In older individuals followed longitudinally, aPL does not relate to cognitive or motor decline, inflammation, or cerebrovascular disease on in-vivo neuroimaging or postmortem neuropathology.

Keywords: Antiphospholipid Antibodies, Cognitive function, Motor Function, MRI, Neuropathology, Cerebrovascular Disease, Aging

Introduction

Cognitive and motor impairments in aging present a public heath challenge, given that they are common and associated with disability and mortality.1,2 Yet, few good treatment options are available and prevention remains the most promising approach to address these problems.
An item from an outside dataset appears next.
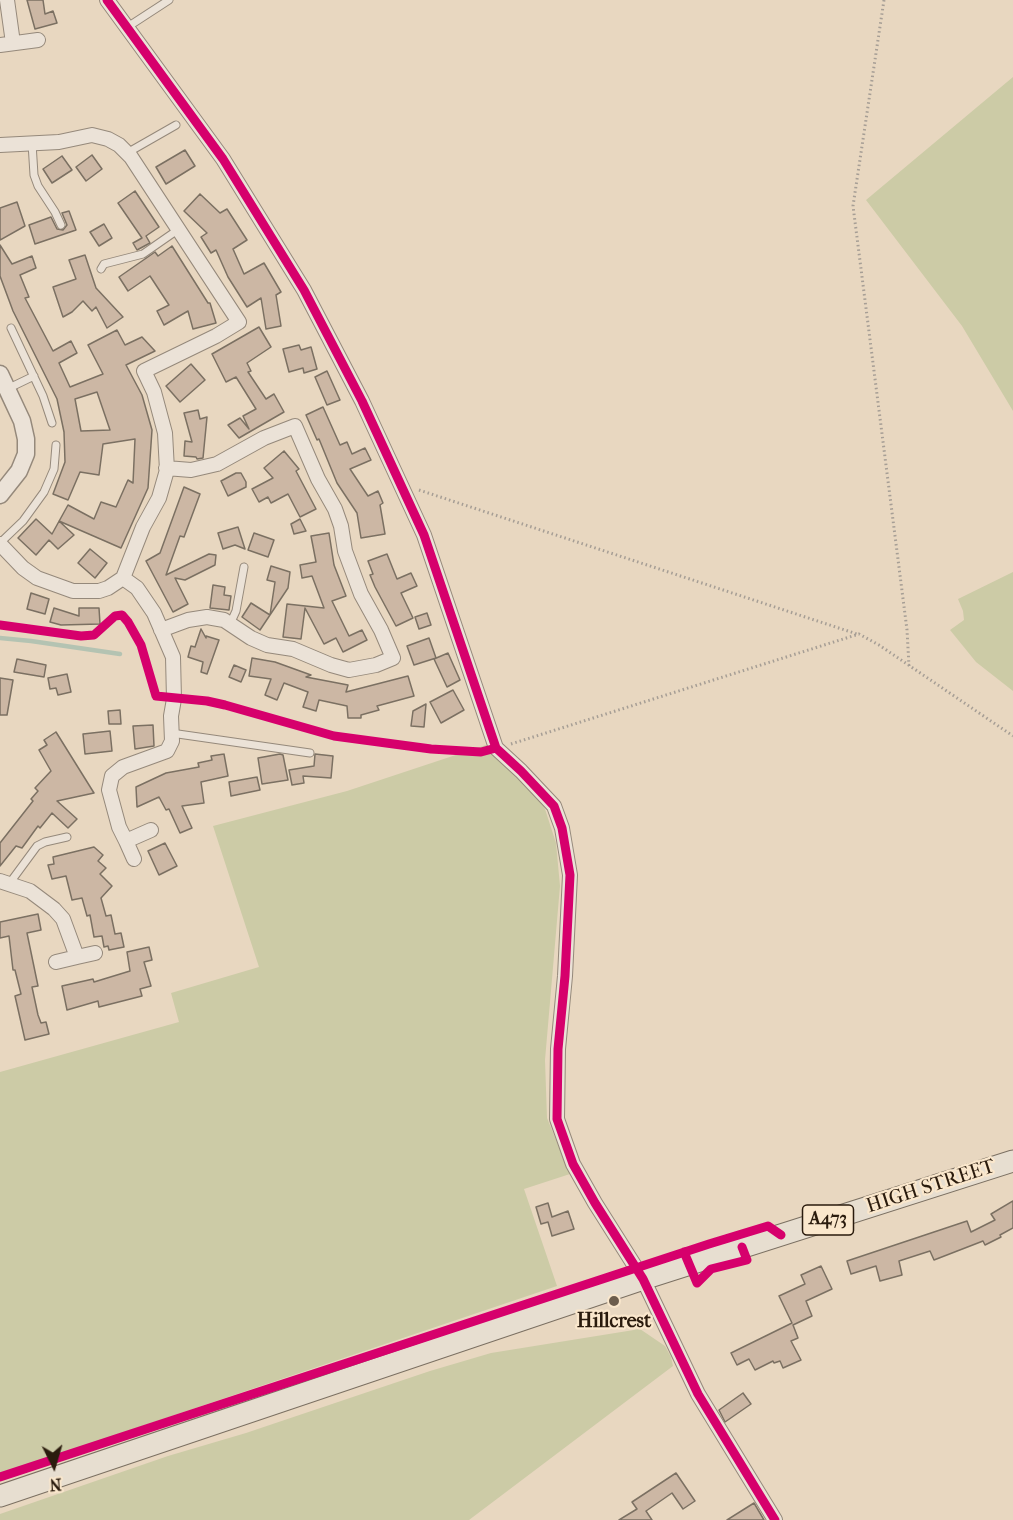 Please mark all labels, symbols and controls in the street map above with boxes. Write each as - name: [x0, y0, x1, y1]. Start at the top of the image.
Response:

Identifying modifiable risk factors (e.g., vascular such as hypertension and diabetes), is a cornerstone in biomedical research on brain dysfunction in aging.3 Antiphospholipid antibodies (aPL) are auto-antibodies directed against a cell membranes (phospholipids) in many tissues including brain, and easily measurable in blood.4 These antibodies, such as anticardiolipin antibodies (aCL), increase risk of ischemic stroke by twofold, usually in early to mid-adult life, and in specific patients (e.g., with systemic lupus erythematosus).5,6 Treatments for stroke prevention in persons with aPL are available, including antiplatelets or anticoagulants. Given that aPL have been associated with cognitive impairment in select patient groups or small studies, researchers recognize the need to systematically study aPL and brain function outcomes.79 While aPL are known to increase in prevalence with aging,10 few data are available on the relation of aPL to cognitive and motor function in older persons, the two most common clinical manifestations of underlying cerebrovascular disease. There are preliminary data that suggest that aCL are associated with cognitive and motor function including parkinsonism.11,12 However, we are not aware of any prior study on aPL and cognitive and motor decline in older persons without known syndromes associated with aPL.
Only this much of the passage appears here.